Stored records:
■ ■ ■

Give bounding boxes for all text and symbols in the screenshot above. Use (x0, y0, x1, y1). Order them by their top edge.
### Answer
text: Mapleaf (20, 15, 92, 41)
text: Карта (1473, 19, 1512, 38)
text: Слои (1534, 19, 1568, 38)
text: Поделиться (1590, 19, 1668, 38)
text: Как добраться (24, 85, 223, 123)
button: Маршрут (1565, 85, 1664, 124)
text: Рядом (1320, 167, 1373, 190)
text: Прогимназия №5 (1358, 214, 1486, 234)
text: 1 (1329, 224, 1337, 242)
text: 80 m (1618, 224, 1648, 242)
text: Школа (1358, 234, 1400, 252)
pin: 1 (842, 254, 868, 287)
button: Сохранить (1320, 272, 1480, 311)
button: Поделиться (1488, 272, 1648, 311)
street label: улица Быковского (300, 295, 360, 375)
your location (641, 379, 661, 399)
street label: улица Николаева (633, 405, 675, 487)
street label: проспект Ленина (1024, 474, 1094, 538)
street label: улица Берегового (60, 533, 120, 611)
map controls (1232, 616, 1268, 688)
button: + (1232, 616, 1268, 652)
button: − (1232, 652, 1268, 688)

■ ■ ■

▸ Aim of the exercise
Every entry should be output again exactly as written.

▸ Task response
Give bounding boxes for all text and symbols in the screenshot above. Use (x0, y0, x1, y1). Order them by their top edge.
### Answer
text: Mapleaf (20, 15, 92, 41)
text: Карта (1473, 19, 1512, 38)
text: Слои (1534, 19, 1568, 38)
text: Поделиться (1590, 19, 1668, 38)
text: Как добраться (24, 85, 223, 123)
button: Маршрут (1565, 85, 1664, 124)
text: Рядом (1320, 167, 1373, 190)
text: Прогимназия №5 (1358, 214, 1486, 234)
text: 1 (1329, 224, 1337, 242)
text: 80 m (1618, 224, 1648, 242)
text: Школа (1358, 234, 1400, 252)
pin: 1 (842, 254, 868, 287)
button: Сохранить (1320, 272, 1480, 311)
button: Поделиться (1488, 272, 1648, 311)
street label: улица Быковского (300, 295, 360, 375)
your location (641, 379, 661, 399)
street label: улица Николаева (633, 405, 675, 487)
street label: проспект Ленина (1024, 474, 1094, 538)
street label: улица Берегового (60, 533, 120, 611)
map controls (1232, 616, 1268, 688)
button: + (1232, 616, 1268, 652)
button: − (1232, 652, 1268, 688)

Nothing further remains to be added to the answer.